Dear Joel, I tried and removed the square brackets and now it works as expected *for a single* sample_weight vector: validator = GridSearchCV(my_Regressor, param_grid={'number_of_hidden_neurons': range(4, 5), 'epochs': [50], }, fit_params={'sample_weight': my_sample_weights }, n_jobs=1, ) validator.fit(x, y) The problem now is that I want to try multiple trainings with multiple sample_weight parameters, in the following fashion: validator = GridSearchCV(my_Regressor, param_grid={'number_of_hidden_neurons': range(4, 5), 'epochs': [50], 'sample_weight': [my_sample_weights, my_sample_weights**2] , }, fit_params={}, n_jobs=1, ) validator.fit(x, y) But unfortunately it produces the same error again: ValueError: Found a sample_weight array with shape (1000,) for an input with shape (666, 1). sample_weight cannot be broadcast.
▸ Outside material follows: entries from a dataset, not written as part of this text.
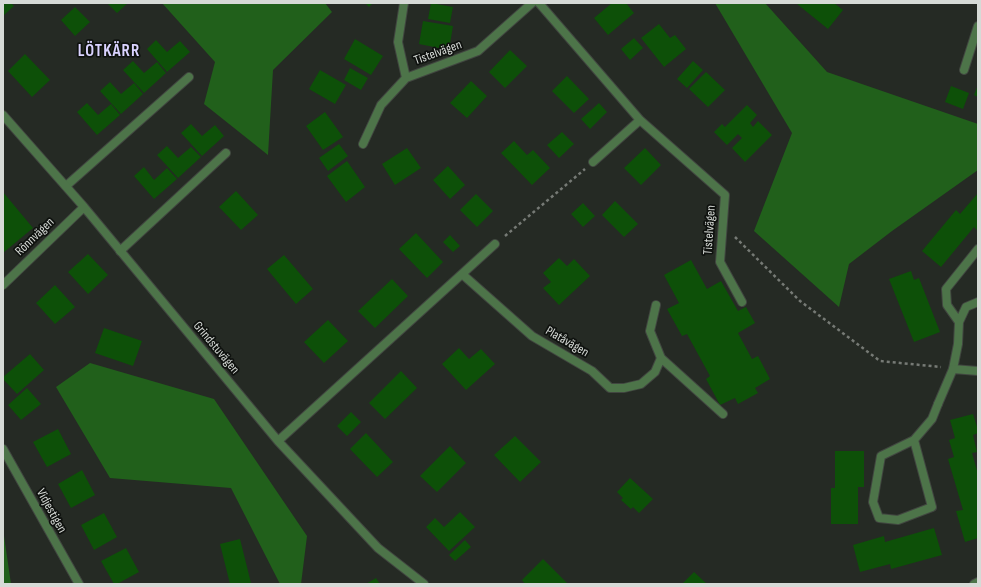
<!DOCTYPE html>
<html>
<head>
<meta charset="utf-8">
<style>
  body { margin:0 }
  #map { position:relative; width:981px; height:587px; overflow:hidden; background:#252a24; font-family:"Sofia Sans Condensed",sans-serif }
  canvas { display:block }
  .frame { position:absolute; inset:0; border:4px solid #d6dad6; pointer-events:none }
</style>
</head>
<body>
<div id="map">
<canvas width="981" height="587"></canvas>
<div class="frame"></div>
</div>
<script>
const context = document.querySelector('canvas').getContext('2d');
context.lineJoin = 'round';
function fillPath(path, color) {
  context.fillStyle = color;
  context.fill(path, 'evenodd');
}
function poly(rows) {
  const path = new Path2D();
  for (const r of rows) {
    path.moveTo(r[0], r[1]);
    for (let i = 2; i < r.length; i += 2) path.lineTo(r[i], r[i + 1]);
  }
  return path;
}
function trace(path, color, width, dash) {
  context.strokeStyle = color;
  context.lineWidth = width;
  context.lineCap = dash ? 'butt' : 'round';
  context.setLineDash(dash || []);
  context.stroke(path);
}
function label(font, color, halo, rows, align = 'center') {
  context.font = font + ' "Sofia Sans Condensed",sans-serif';
  context.lineWidth = 3.5;
  context.setLineDash([]);
  context.textBaseline = 'middle';
  context.strokeStyle = halo;
  context.fillStyle = color;
  for (const [text, x, y, turn = 0] of rows) {
    context.save();
    context.translate(x, y);
    context.rotate((+turn || 0) * Math.PI / 180);
    context.textAlign = isNaN(turn) ? turn : align;
    if (halo) context.strokeText(text, 0, 0);
    context.fillText(text, 0, 0);
    context.restore();
  }
}
fillPath(poly([
  [162,3,325,3,332,12,273,70,268,155,204,104,215,62],
  [715,3,765,3,827,72,978,124,978,170,892,231,849,264,839,307,754,231,792,133],
  [90,363,214,399,307,536,301,584,280,584,231,488,110,478,56,387],
  [3,529,11,584,3,584]
]), '#21601b');
fillPath(poly([
  [3,3,11,3,14,6,3,16],
  [107,3,128,3,117,13],
  [365,3,373,3,369,7],
  [431,3,453,7,450,23,428,19],
  [612,3,626,3,634,13,608,35,594,18],
  [798,3,834,3,843,10,828,29,797,4],
  [75,7,90,22,75,36,61,20],
  [423,21,453,26,449,50,419,44],
  [659,24,670,38,675,35,686,49,664,67,641,38],
  [634,38,643,48,630,60,621,49],
  [355,39,383,56,371,75,344,59],
  [156,40,167,52,180,41,190,52,167,72,147,49],
  [510,50,527,66,505,88,489,72],
  [25,54,50,80,32,97,8,71],
  [133,61,144,73,157,62,166,73,144,93,123,70],
  [693,61,703,70,687,88,677,79],
  [350,68,368,78,361,90,344,80],
  [320,70,346,85,335,104,309,89],
  [706,72,725,90,708,107,689,89],
  [567,76,589,99,574,113,552,91],
  [471,81,487,96,467,118,450,103],
  [110,82,121,94,134,83,143,94,121,114,100,91],
  [978,85,978,97,974,95],
  [951,86,969,93,963,109,945,102],
  [87,103,98,115,111,104,120,115,97,135,77,112],
  [599,103,607,112,590,129,581,119],
  [747,105,757,115,750,123,753,127,758,121,772,135,745,162,732,148,742,138,738,134,727,145,714,132,722,124,725,127],
  [325,112,343,137,323,150,306,126],
  [191,124,202,136,215,125,224,136,202,156,181,133],
  [562,132,574,144,559,158,547,145],
  [514,141,527,155,533,150,550,168,532,185,501,153],
  [339,144,348,156,328,171,319,158],
  [167,146,178,158,191,147,201,157,178,178,157,155],
  [407,148,421,168,395,185,382,164],
  [645,148,661,165,641,185,624,168],
  [347,161,365,187,346,202,327,176],
  [448,166,465,185,450,199,433,180],
  [144,167,154,180,167,168,177,179,154,199,134,176],
  [236,191,258,215,241,230,219,207],
  [3,192,33,228,3,253],
  [978,193,978,231,974,227,941,267,922,251,956,210,960,214],
  [476,194,493,211,477,227,460,210],
  [615,201,638,224,624,237,602,215],
  [583,203,595,216,583,227,571,214],
  [416,233,443,262,427,278,399,249],
  [450,235,460,246,453,252,443,242],
  [88,254,108,275,88,294,68,272],
  [284,255,313,289,296,304,267,269],
  [559,258,567,266,574,259,590,276,559,305,543,288,551,282,543,273],
  [691,260,707,289,721,281,738,311,746,307,755,323,738,333,752,359,758,356,770,379,755,388,758,393,738,404,735,398,720,405,706,379,710,376,687,334,682,336,667,309,679,303,664,275],
  [911,271,914,280,919,278,940,332,914,342,889,279],
  [392,279,408,296,375,328,358,311],
  [55,285,75,307,55,324,36,303],
  [328,320,348,341,324,363,304,342],
  [104,328,142,341,133,366,95,353],
  [459,348,469,359,481,349,495,364,466,390,442,364],
  [30,354,44,370,17,394,3,379,3,377],
  [401,371,417,388,385,419,369,403],
  [27,388,41,404,21,420,8,405],
  [351,412,361,422,347,436,337,426],
  [973,414,978,430,978,433,973,435,977,452,972,453,978,474,978,538,965,542,956,511,963,510,948,459,954,457,949,440,955,438,950,420],
  [58,429,71,454,47,467,33,442],
  [366,433,393,462,377,477,350,449],
  [515,436,541,462,520,482,494,455],
  [450,446,466,463,437,492,420,476],
  [835,451,864,451,864,487,858,487,858,524,831,524,831,488,835,488],
  [82,470,95,495,71,508,58,484],
  [630,478,653,499,639,513,633,507,631,509,621,500,623,498,617,492],
  [460,512,475,527,449,551,426,527,435,518,444,527],
  [104,513,117,537,94,550,81,525],
  [934,528,942,555,891,569,890,564,860,572,853,545,884,536,885,542],
  [240,539,251,583,230,584,220,544],
  [465,540,471,547,455,561,449,555],
  [126,548,139,572,117,584,114,584,101,561],
  [543,559,568,584,525,584,522,580],
  [694,572,707,584,682,584],
  [376,578,380,584,366,584]
]), '#0d5008');
const lane = poly([
  [66,186,189,77],
  [120,251,226,153],
  [959,322,947,305,946,289,978,249],
  [953,369,958,344,959,322,966,307,978,302],
  [914,440,881,456,873,502,879,518,898,520,932,507,914,440,932,419,938,404],
  [974,584,978,582]
]);
const street = poly([
  [404,3,398,42,406,78],
  [539,3,640,120,725,195,720,262,742,302],
  [964,70,978,26],
  [3,115,84,207,278,441,378,548,424,584],
  [363,144,381,105,406,78,478,51,532,3],
  [593,162,640,120],
  [462,274,532,336,592,371,610,388,624,388,641,384,655,372,661,358],
  [3,285,84,207],
  [656,305,650,331,661,358,723,414],
  [938,404,953,369,978,371],
  [278,441,495,244],
  [3,449,79,584]
]);
trace(lane, '#414640', 10);
trace(street, '#414640', 10);
trace(poly([
  [505,236,585,169],
  [735,237,800,301,880,361,941,367]
]), '#767a75', 2.5, [3, 3]);
trace(lane, '#4d7449', 8);
trace(street, '#4d7449', 8);
label('13px', '#d6dad6', '#0f120f', [
  ["Tistelvägen",438,53,-20],
  ["Tistelvägen",710,230,-86],
  ["Rönnvägen",35,237,-44],
  ["Platåvägen",567,342,30],
  ["Grindstuvägen",216,348,50],
  ["Vidjestigen",51,511,61]
]);
context.letterSpacing = '1px';
label('bold 17px', '#dad3ff', '#0f120f', [
  ["LÖTKÄRR",109,52]
]);
context.letterSpacing = '0px';
</script>
</body>
</html>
I guess that the issue is that the sample__weight parameter was not thought to be changed during the tuning, was it? Thank you all for your patience and support. Best Manolo 2017-06-23 1:17 GMT+02:00 Manuel CASTEJÓN LIMAS <mcasl@unileon.es>:
Dear Joel, I'm just passing an iterable as I would do with any other sequence of parameters to tune. In this case the list only has one element to use but in general I ought to be able to pass a collection of vectors. Anyway, I guess that that issue is not the cause of the problem.
El 23 jun. 2017 1:04 a. m., "Joel Nothman" <joel.nothman@gmail.com> escribió:
why are you passing [my_sample_weights] rather than just my_sample_weights?